§ Extracted material

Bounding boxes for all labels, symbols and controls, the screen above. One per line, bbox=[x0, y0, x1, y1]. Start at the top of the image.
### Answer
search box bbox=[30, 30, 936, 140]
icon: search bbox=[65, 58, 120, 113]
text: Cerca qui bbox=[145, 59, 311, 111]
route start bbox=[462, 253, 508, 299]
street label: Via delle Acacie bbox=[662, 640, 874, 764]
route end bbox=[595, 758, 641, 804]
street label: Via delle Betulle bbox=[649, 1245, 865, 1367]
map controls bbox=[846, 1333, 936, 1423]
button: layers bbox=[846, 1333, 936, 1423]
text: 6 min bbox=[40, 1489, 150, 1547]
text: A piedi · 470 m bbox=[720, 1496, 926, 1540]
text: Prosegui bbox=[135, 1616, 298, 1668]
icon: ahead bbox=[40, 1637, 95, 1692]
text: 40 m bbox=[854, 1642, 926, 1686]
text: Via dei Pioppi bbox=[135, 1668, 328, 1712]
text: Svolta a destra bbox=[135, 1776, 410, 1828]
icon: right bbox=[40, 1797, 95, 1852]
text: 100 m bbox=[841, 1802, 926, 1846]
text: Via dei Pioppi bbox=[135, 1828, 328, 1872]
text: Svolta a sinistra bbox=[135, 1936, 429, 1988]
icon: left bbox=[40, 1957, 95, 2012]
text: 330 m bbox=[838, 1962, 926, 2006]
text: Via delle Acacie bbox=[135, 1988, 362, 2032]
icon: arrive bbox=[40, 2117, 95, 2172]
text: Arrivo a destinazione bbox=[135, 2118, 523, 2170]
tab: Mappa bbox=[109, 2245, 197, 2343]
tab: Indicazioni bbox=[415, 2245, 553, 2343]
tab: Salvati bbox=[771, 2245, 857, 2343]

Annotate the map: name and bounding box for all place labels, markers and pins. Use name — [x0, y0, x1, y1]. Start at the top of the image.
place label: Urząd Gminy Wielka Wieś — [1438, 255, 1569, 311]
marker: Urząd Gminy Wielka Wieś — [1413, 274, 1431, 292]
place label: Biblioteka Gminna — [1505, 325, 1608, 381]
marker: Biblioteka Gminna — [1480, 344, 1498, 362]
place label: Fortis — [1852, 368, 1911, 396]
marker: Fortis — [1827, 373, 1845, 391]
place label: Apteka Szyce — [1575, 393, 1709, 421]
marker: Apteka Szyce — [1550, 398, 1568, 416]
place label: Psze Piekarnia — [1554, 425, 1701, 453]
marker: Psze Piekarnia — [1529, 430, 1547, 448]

§ Exercise prompt
From the records above, extract everything verbatim.

§ Result for this task
Bounding boxes for all labels, symbols and controls, the screen above. One per line, bbox=[x0, y0, x1, y1]. Start at the top of the image.
### Answer
search box bbox=[30, 30, 936, 140]
icon: search bbox=[65, 58, 120, 113]
text: Cerca qui bbox=[145, 59, 311, 111]
route start bbox=[462, 253, 508, 299]
street label: Via delle Acacie bbox=[662, 640, 874, 764]
route end bbox=[595, 758, 641, 804]
street label: Via delle Betulle bbox=[649, 1245, 865, 1367]
map controls bbox=[846, 1333, 936, 1423]
button: layers bbox=[846, 1333, 936, 1423]
text: 6 min bbox=[40, 1489, 150, 1547]
text: A piedi · 470 m bbox=[720, 1496, 926, 1540]
text: Prosegui bbox=[135, 1616, 298, 1668]
icon: ahead bbox=[40, 1637, 95, 1692]
text: 40 m bbox=[854, 1642, 926, 1686]
text: Via dei Pioppi bbox=[135, 1668, 328, 1712]
text: Svolta a destra bbox=[135, 1776, 410, 1828]
icon: right bbox=[40, 1797, 95, 1852]
text: 100 m bbox=[841, 1802, 926, 1846]
text: Via dei Pioppi bbox=[135, 1828, 328, 1872]
text: Svolta a sinistra bbox=[135, 1936, 429, 1988]
icon: left bbox=[40, 1957, 95, 2012]
text: 330 m bbox=[838, 1962, 926, 2006]
text: Via delle Acacie bbox=[135, 1988, 362, 2032]
icon: arrive bbox=[40, 2117, 95, 2172]
text: Arrivo a destinazione bbox=[135, 2118, 523, 2170]
tab: Mappa bbox=[109, 2245, 197, 2343]
tab: Indicazioni bbox=[415, 2245, 553, 2343]
tab: Salvati bbox=[771, 2245, 857, 2343]

Annotate the map: name and bounding box for all place labels, markers and pins. Use name — [x0, y0, x1, y1]. Start at the top of the image.
place label: Urząd Gminy Wielka Wieś — [1438, 255, 1569, 311]
marker: Urząd Gminy Wielka Wieś — [1413, 274, 1431, 292]
place label: Biblioteka Gminna — [1505, 325, 1608, 381]
marker: Biblioteka Gminna — [1480, 344, 1498, 362]
place label: Fortis — [1852, 368, 1911, 396]
marker: Fortis — [1827, 373, 1845, 391]
place label: Apteka Szyce — [1575, 393, 1709, 421]
marker: Apteka Szyce — [1550, 398, 1568, 416]
place label: Psze Piekarnia — [1554, 425, 1701, 453]
marker: Psze Piekarnia — [1529, 430, 1547, 448]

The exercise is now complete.